8.10. Developing deep learning applications¶
8.10.1. Introduction¶
TI Jacinto 7 SoCs supports below methods to deploy Deep learning Applications on the device
TensorFlow Lite based heterogeneous execution on cortex-A** + C7x-MMA
ONNX Runtime based heterogeneous execution on cortex-A** + C7x-MMA
TVM/Neo-AI-DLR based heterogeneous execution on cortex-A** + C7x-MMA
OpenVX API in A72 to execute complete CNN model on C7x-MMA
8.10.1.1. OpenVX API in A72 to execute complete CNN model on C7x-MMA¶
TI Deep Learning Product is a deep learning inference engine to accelerate your deep learning networks on TI Jacinto 7 SoCs. TIDL runs on C7x/MMA. TI OpenVX allows to access TIDL from A72. Hence to use TIDL in system scenario one need to understand the TIDL Product and also how to use it from within OpenVX.
This developer note describes the high level steps one should follow to know more about TIDL and how to run custom networks on TI SoC using TIDL.
Note
It is HIGHLY recommended to follow the steps listed below to run your networks on EVM.
DO NOT skip the steps listed in Steps to run your custom network with TIDL Runtime. Each step verifies a certain aspect of the custom network and would help better identify and isolate issues in network execution.

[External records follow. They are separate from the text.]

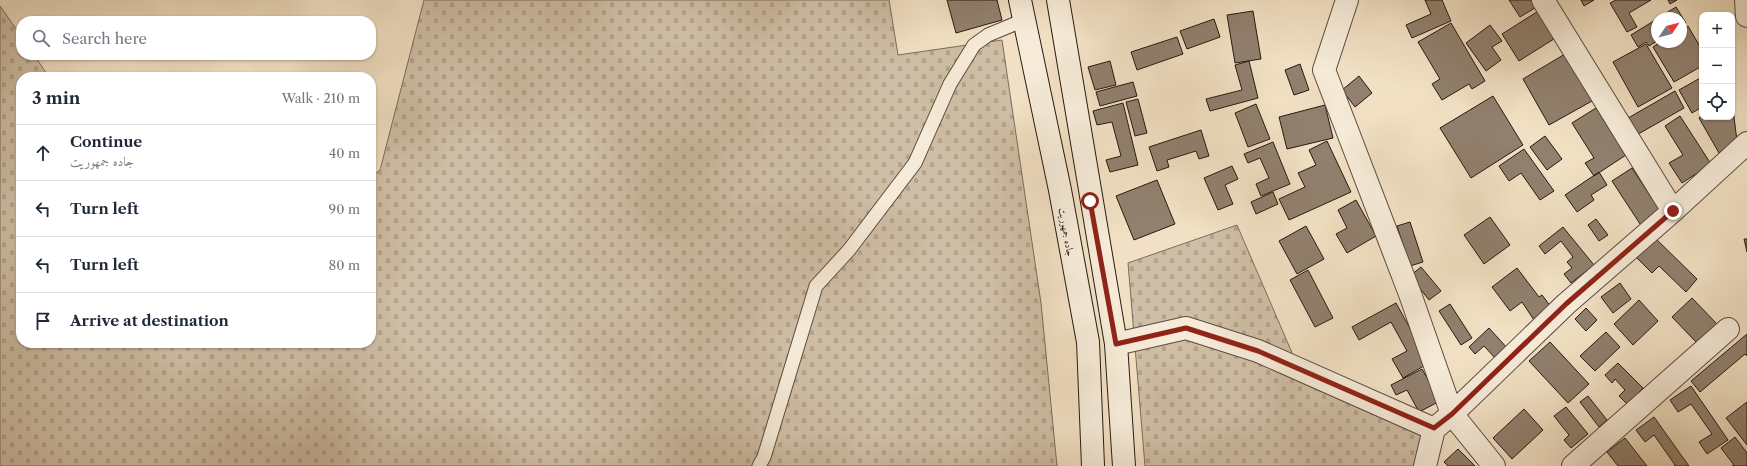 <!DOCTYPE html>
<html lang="en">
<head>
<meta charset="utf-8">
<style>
	body { margin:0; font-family:"Libre Caslon Text",Amiri,serif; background:#f6f6f7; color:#1f2937 }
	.controls { position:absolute; right:12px; top:12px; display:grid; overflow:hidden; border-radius:8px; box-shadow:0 1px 3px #0004 }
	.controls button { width:36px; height:36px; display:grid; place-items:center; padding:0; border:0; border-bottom:1px solid #e0e1e3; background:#fff; color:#1f2937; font:20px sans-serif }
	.compass { position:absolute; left:1651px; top:12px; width:36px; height:36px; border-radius:50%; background:#fff; box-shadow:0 1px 3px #0004; rotate:55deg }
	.stop { position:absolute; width:12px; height:12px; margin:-9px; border:3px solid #8f2418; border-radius:50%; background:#fff }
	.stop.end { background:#8f2418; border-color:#fff; box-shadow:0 1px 4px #0008 }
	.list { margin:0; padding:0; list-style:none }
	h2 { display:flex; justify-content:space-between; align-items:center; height:52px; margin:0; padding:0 16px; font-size:17px }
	h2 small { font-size:13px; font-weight:400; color:#747a83 }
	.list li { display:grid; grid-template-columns:26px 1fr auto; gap:12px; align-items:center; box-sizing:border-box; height:56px; padding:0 16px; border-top:1px solid #e0e1e3 }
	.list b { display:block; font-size:15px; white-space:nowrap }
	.list p { margin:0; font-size:13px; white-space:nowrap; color:#747a83 }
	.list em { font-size:13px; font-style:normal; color:#747a83 }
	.icon { flex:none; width:22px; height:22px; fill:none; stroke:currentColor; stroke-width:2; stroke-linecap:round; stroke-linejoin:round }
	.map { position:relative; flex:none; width:1747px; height:466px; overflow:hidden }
	.search { position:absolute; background:#fff; box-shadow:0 1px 3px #0004; left:16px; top:16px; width:360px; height:44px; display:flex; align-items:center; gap:10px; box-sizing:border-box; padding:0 14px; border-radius:16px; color:#747a83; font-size:15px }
	.panel { position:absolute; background:#fff; box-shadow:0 1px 3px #0004; left:16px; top:72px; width:360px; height:276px; border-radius:16px }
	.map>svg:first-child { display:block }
	.cemetery { fill:url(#cemetery-stones); stroke:#7c6c5b }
	.building { fill:#91806e; stroke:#281911 }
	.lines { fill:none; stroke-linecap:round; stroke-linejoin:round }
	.service-casing { stroke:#5a4b3e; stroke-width:15 }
	.minor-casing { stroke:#5a4b3e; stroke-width:24 }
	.secondary-casing { stroke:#281911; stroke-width:24 }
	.service { stroke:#f6ebd8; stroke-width:13 }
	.minor { stroke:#f6ebd8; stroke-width:22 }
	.secondary { stroke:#f6ebd8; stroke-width:22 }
	.route { stroke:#8f2418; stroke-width:5 }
	.labels { text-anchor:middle; stroke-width:4; stroke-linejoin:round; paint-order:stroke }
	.street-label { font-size:10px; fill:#281911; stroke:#f6ebd8 }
</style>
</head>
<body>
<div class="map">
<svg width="1747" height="466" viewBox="0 0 1747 466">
	<defs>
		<pattern id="cemetery-stones" width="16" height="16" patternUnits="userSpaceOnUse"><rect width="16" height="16" fill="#cfbea5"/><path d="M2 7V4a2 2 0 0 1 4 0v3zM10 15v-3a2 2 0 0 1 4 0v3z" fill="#b2a38d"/></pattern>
	</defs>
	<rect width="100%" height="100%" fill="#f1e0c3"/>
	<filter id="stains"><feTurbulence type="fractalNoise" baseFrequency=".005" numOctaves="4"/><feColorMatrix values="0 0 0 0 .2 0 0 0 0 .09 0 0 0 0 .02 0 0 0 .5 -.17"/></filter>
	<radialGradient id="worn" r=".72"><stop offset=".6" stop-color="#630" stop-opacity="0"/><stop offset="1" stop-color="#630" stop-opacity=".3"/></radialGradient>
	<path class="cemetery" d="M424,0h465l9,55 104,-15 39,263 16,163h-1057v-460l21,30v19h13l15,22h-28v266h350v-166l9,-7z
		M1237,225l56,130 137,78 -11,33h-274l-17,-203z"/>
	<path class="building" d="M947,0h50l5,20 -46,13z
		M1425,0h17l9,21 -39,17 -6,-13 25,-11z
		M1509,0h26l3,6 -18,11z
		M1581,0h13l-10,6z
		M1616,0h35l-22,13 8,14 -10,5 -17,-29z
		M1668,0h9l-7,4z
		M1676,7l10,16 -5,3v-8h-23z
		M1540,10l17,27 -38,24 -17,-27z
		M1253,11l8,48 -26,4 -8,-48z
		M1214,19l6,18 -33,12 -7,-18z
		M1657,19v22l-8,5 -3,-4 -8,5 -7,-12z
		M1451,23l34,58 -13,8 -3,-5 -27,16 -10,-16 8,-5 -22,-37z
		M1490,25l12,16 -10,6 9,13 -15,11 -20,-28z
		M1688,26l14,24v16l-28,16 -21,-35 8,-5h20v-11z
		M1177,37l6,17 -46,16 -6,-18z
		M1646,44l26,44 -34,19 -25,-45z
		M1565,54l27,47 -43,24 -26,-46z
		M1110,61l6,24 -21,5 -7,-23z
		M1249,61l9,37 -48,13 -4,-12 36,-9 -7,-25z
		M1300,64l9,26 -15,5 -9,-25z
		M1359,76l13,17 -17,14 -13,-17z
		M1702,77v30l-10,6 -13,-23z
		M1133,82l4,14 -37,10 -4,-14z
		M1675,91l9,17 -51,29 -10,-16z
		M1493,96l30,49 -52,33 -31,-50z
		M1138,99l9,34 -12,3 -9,-34z
		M1732,101l5,40 -18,12 -20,-35 3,-2 30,1z
		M1123,103l15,62 -28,7 -4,-12 15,-4 -9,-34 -15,3 -4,-14z
		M1256,104l14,35 -22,8 -13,-34z
		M1325,105l8,33 -46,11 -8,-32z
		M1596,108l30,47 -32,21 -9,-13 9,-5 -22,-35z
		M1680,116l31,48 -29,19 -13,-20 14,-8 -18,-29z
		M1201,130l8,26 -10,3 -3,-8 -29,9 2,7 -12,4 -8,-24z
		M1545,136l17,23 -15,11 -17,-23z
		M1327,141l24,51 -62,28 -10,-21 26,-12 -7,-14 18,-8 -7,-15z
		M1273,142l17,42 -29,12 -5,-12 13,-6 -9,-20 -12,5 -4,-9z
		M1524,149l30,42 -14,9 -19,-27 -12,8 -10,-15z
		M1232,166l6,13 -13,6 8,19 -15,6 -14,-32z
		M1632,168l32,49 -20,13 -32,-49z
		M1599,172l8,13 -16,10 3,5 -17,12 -12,-17z
		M1157,180l18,44 -41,16 -18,-44z
		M1273,192l5,12 -22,10 -5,-12z
		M1356,200l20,36 -29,17 -11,-19 11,-6 -9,-18z
		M1490,217l20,28 -26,19 -20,-29z
		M1596,219l12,16 -9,6 -11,-16z
		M1410,222l13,40 -13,4 -13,-40z
		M1306,226l18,33 -27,15 -18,-33z
		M1563,227l31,38 -23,18 -7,-9 8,-6 -5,-6 6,-5 -12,-16 -16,13 -6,-8z
		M1653,236l44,43 -11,13 -27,-26 -7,7 -17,-17z
		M1744,239h3v13z
		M1421,267l20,24 -12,9 -19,-24z
		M1517,268l22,29 3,-2 9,12 -17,13 -12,-18 -12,9 -18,-24z
		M1308,270l25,48 -18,9 -25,-47z
		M1620,283l11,16 -18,14 -12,-16z
		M1692,298l25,26 -20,19 -25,-26z
		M1639,300l19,21 -25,24 -19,-21z
		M1396,303l33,60 -26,15 -11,-19 15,-8 -16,-29 -32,18 -7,-13z
		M1450,304l22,34 -11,7 -22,-34z
		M1586,308l11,12 -11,11 -11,-12z
		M1489,328l19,21 -12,10 -12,-13 -9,8 -6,-7z
		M1606,332l14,15 -25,24 -15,-15z
		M1747,334v22l-2,-2 -45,38 -9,-11z
		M1550,342l39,42 -21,19 -39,-42z
		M1618,363l25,25 -16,16 -8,-8 6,-6 -10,-11 -3,4 -7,-8z
		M1422,369l18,32 -21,11 -12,-22 -11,5 -5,-10z
		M1691,386l37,54 -21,14 -8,-12 13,-8 -21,-30 -13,8 -8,-12z
		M1588,396l19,24 -8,7 -19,-25z
		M1747,402v43l-21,-27z
		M1566,407l22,27 -17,14 -7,-8 5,-5 -15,-19z
		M1524,409l19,21 -31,29 -19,-21z
		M1654,417l35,49h-15l1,-1 -21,-30 -9,7 -9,-12z
		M1735,437l12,16v13h-15l2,-1 -13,-17z
		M1625,438l22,28h-29l-11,-14z
		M1458,449l17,17h-27l-4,-4z"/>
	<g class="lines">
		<g class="service-casing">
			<path id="service" d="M759,466l5,-9 52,-171 33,-36 66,-87 35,-79 24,-39 14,-10 36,-15"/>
		</g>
		<g class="minor-casing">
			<path id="minor" d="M1347,0l-23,70 86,224 42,120 42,52
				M1543,0l130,211
				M1746,0l1,16
				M1116,344l70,-16 72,23 176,78
				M1425,466l9,-37 18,-15 114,-110 107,-93 74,-68
				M1573,466l155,-137"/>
		</g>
		<g class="secondary-casing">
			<path id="secondary" d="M1020,0l40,190 28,152 5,124
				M1058,0l58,344 8,122"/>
		</g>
		<use href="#service" class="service"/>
		<use href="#minor" class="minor"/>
		<use href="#secondary" class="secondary"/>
	</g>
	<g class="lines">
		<path class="route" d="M1090,201l26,143 70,-16 72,23 176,77 18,-14 114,-110 107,-93"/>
	</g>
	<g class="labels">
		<g class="street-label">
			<text transform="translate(1067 232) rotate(80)" y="4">جاده جمهوریت</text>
		</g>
	</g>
	<rect width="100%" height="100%" filter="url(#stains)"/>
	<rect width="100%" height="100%" fill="url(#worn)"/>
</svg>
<div class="controls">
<button>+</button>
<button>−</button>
<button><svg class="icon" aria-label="locate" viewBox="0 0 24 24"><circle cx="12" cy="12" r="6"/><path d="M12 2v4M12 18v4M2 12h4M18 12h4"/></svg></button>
</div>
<svg class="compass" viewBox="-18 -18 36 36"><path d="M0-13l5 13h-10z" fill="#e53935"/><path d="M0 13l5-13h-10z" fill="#747a83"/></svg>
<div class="stop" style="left:1090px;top:201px"></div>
<div class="stop end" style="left:1673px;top:211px"></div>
<div class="search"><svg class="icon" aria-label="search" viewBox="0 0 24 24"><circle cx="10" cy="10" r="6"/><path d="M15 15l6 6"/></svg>Search here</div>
<section class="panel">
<h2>3 min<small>Walk · 210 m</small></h2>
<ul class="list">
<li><svg class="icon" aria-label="ahead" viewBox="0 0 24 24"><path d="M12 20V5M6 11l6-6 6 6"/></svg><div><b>Continue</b><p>جاده جمهوریت</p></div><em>40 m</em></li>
<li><svg class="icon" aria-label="left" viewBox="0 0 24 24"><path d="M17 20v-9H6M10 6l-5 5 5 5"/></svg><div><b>Turn left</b></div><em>90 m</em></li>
<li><svg class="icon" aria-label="left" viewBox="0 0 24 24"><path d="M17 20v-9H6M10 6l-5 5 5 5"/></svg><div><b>Turn left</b></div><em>80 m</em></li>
<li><svg class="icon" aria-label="arrive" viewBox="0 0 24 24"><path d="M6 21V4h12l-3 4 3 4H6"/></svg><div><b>Arrive at destination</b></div></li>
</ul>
</section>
</div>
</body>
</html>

8.10.1.2. TFLite Runtime based Heterogeneous Execution on A72+C7x-MMA¶
The Processor SDK implements heterogeneous execution of CNN models on A72 and C7x-MMA using the TensorFlow Lite runtime. This heterogeneous execution enables:
TensorFlow Lite as the top level inference API for user applications
Offloading subgraphs to C7x/MMA for accelerated execution with TIDL
Executing layers on the ARM A72 core for layers that are not supported by TIDL
Please refer section TFLite Runtime for detailed instruction on usage.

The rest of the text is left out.